For the first time since 2009, U.S. bond yields are rising at the same time inflation is slowing, providing a cushion for investors in Treasuries whether or not the Federal Reserve slows the pace of its debt purchases.
While 10-year yields reached 2.23% May 29, the highest since April 2012, the personal consumption expenditure deflator, the Fed’s preferred gauge of inflation, rose 0.7% in April from a year earlier, the smallest increase since 2009. The yield gap between Treasury Inflation-Protected Securities, or TIPS, and non-indexed bonds show investors have cut their expectations for consumer price increases to the lowest level since July.

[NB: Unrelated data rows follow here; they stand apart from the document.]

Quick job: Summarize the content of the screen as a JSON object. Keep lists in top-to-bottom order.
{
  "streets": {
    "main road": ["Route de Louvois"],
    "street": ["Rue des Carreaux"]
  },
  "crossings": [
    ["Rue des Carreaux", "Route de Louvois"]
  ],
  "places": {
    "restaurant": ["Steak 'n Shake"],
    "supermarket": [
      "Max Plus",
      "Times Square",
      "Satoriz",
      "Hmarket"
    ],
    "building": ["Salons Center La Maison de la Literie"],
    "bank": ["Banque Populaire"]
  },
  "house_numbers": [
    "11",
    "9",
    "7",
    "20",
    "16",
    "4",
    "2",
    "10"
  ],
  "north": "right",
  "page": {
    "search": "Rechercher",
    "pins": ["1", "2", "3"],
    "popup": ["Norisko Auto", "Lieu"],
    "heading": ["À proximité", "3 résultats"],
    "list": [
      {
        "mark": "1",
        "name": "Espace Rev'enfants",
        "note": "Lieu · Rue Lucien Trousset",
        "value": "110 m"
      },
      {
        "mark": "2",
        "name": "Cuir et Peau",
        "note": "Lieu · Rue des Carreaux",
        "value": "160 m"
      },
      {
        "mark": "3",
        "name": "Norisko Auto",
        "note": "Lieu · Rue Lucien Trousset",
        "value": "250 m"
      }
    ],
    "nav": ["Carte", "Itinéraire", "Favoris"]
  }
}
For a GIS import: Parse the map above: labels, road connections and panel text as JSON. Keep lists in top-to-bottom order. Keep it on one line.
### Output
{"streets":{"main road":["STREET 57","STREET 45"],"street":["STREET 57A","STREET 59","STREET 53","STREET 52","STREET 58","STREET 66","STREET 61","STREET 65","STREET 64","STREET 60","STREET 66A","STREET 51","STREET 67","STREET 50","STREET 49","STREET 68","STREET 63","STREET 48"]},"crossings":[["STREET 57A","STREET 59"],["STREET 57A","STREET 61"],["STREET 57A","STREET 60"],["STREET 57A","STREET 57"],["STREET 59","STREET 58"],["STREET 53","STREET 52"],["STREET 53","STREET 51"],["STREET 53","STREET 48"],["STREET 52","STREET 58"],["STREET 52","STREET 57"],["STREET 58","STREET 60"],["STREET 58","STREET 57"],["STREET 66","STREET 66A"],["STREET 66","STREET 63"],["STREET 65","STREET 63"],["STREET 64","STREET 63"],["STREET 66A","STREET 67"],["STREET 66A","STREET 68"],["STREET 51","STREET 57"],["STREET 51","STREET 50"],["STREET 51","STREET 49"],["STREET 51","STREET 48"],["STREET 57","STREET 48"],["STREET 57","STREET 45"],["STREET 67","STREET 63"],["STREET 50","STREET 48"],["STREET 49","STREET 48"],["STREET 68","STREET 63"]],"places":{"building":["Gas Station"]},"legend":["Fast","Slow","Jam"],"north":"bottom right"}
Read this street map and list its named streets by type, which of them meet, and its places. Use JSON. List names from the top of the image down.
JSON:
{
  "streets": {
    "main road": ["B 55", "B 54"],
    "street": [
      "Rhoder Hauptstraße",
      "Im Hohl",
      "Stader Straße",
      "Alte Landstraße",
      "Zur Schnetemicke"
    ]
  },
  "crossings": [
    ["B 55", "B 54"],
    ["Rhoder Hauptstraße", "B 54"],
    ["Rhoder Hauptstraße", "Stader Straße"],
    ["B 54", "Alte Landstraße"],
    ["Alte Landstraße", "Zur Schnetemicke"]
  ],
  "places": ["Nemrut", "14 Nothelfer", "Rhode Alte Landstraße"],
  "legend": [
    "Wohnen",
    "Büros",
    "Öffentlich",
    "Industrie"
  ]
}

After losing 2% last month, the most since December 2009, according to Bank of America Merrill Lynch bond indexes, Treasuries are offering the highest real yields in more than two years amid 7.6% unemployment. The last time yields rose while inflation slowed was four years ago, following President Barack Obama’s $787 billion stimulus plan. Yields later fell.
“We don’t think inflation is a big threat,” Andrew Wickham, head of U.K. and global fixed-income at Insight Investment Management Ltd., which oversees about $134 billion in bonds and currencies, said in a June 5 presentation in London. “It is very unlikely that we will see any major rise in interest rates for Treasuries from here.”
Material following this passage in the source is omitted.